## EXERCISE
A word-for-word retyping of the listing below is required, with the pictures dropped.

## SUPPLIED INFORMATION
++++++++
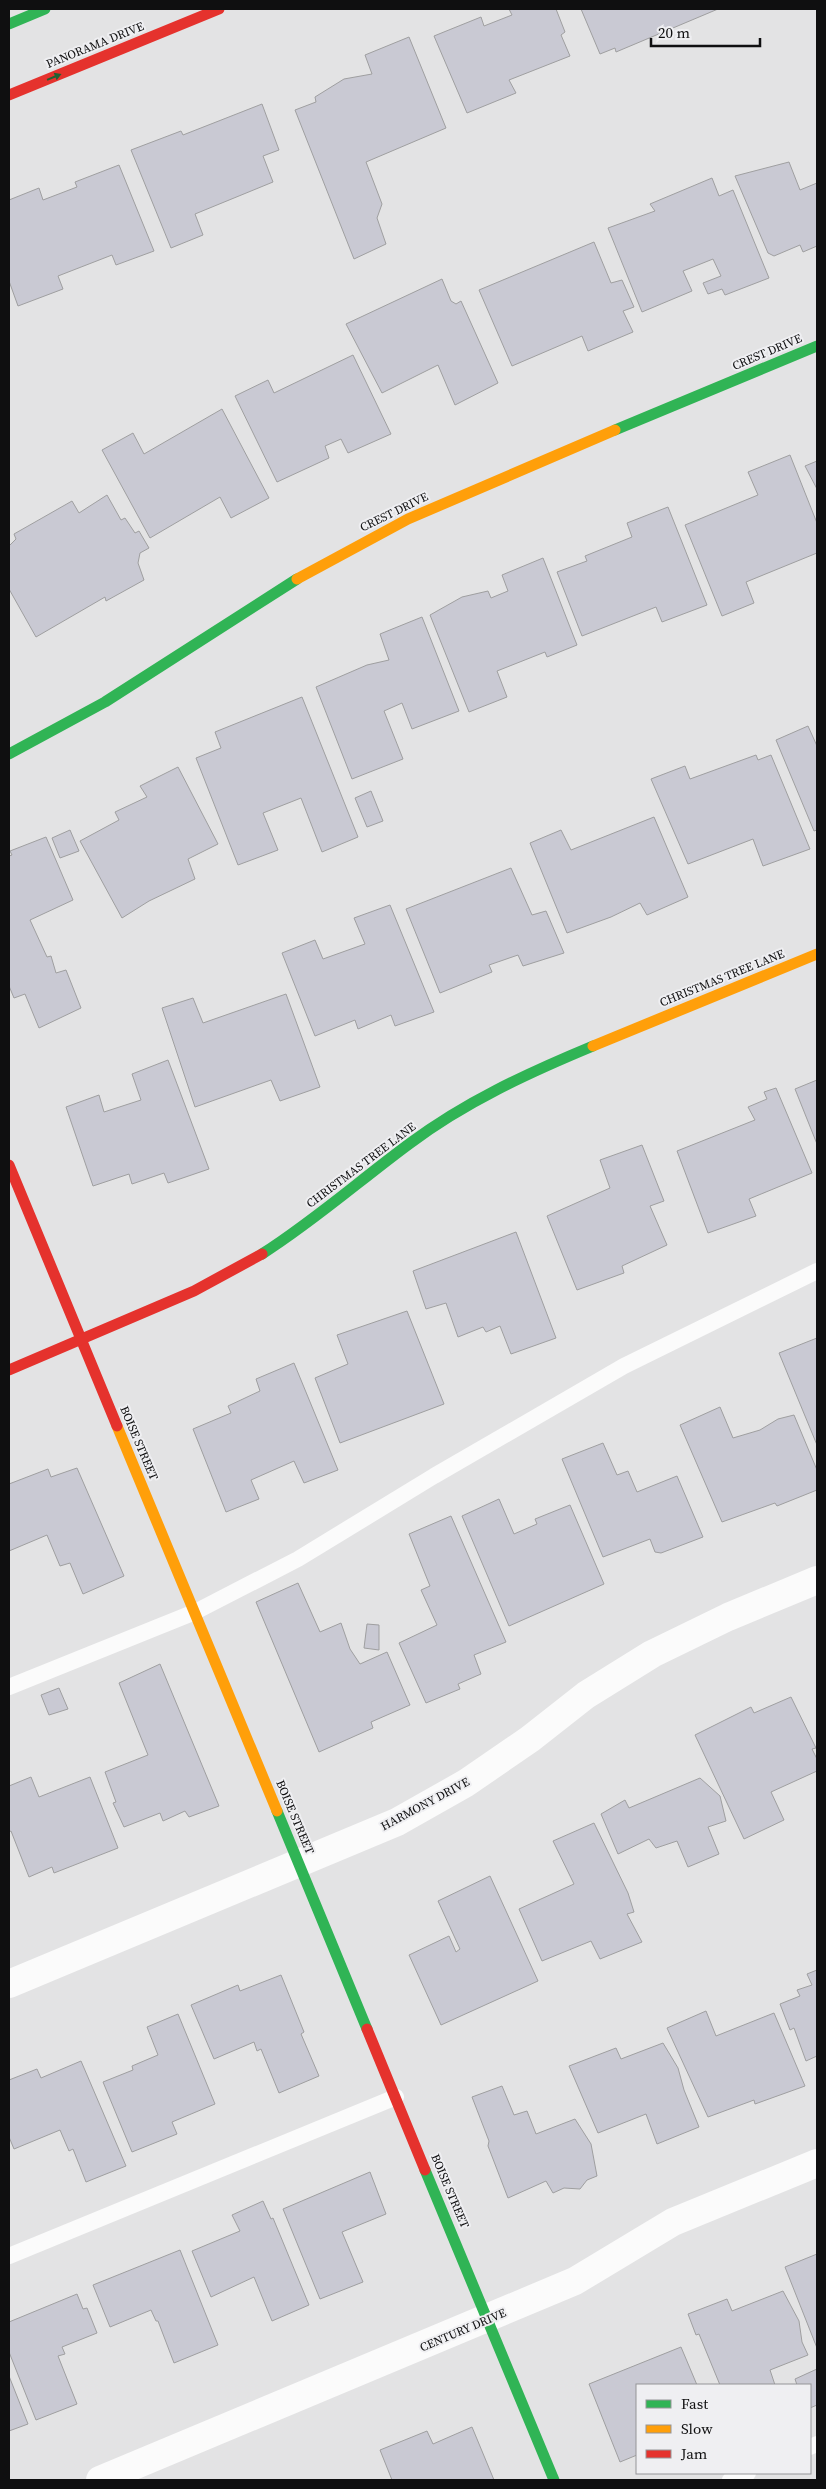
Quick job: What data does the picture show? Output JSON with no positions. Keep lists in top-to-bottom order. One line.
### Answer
{"streets":{"street":["PANORAMA DRIVE","CREST DRIVE","CHRISTMAS TREE LANE","BOISE STREET","HARMONY DRIVE","CENTURY DRIVE"]},"crossings":[["CHRISTMAS TREE LANE","BOISE STREET"],["BOISE STREET","HARMONY DRIVE"],["BOISE STREET","CENTURY DRIVE"]],"one_way":["PANORAMA DRIVE"],"legend":["Fast","Slow","Jam"],"scale_bar":"20 m"}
++++++++
## EXERCISE SOLUTION
Quick job: What data does the picture show? Output JSON with no positions. Keep lists in top-to-bottom order. One line.
### Answer
{"streets":{"street":["PANORAMA DRIVE","CREST DRIVE","CHRISTMAS TREE LANE","BOISE STREET","HARMONY DRIVE","CENTURY DRIVE"]},"crossings":[["CHRISTMAS TREE LANE","BOISE STREET"],["BOISE STREET","HARMONY DRIVE"],["BOISE STREET","CENTURY DRIVE"]],"one_way":["PANORAMA DRIVE"],"legend":["Fast","Slow","Jam"],"scale_bar":"20 m"}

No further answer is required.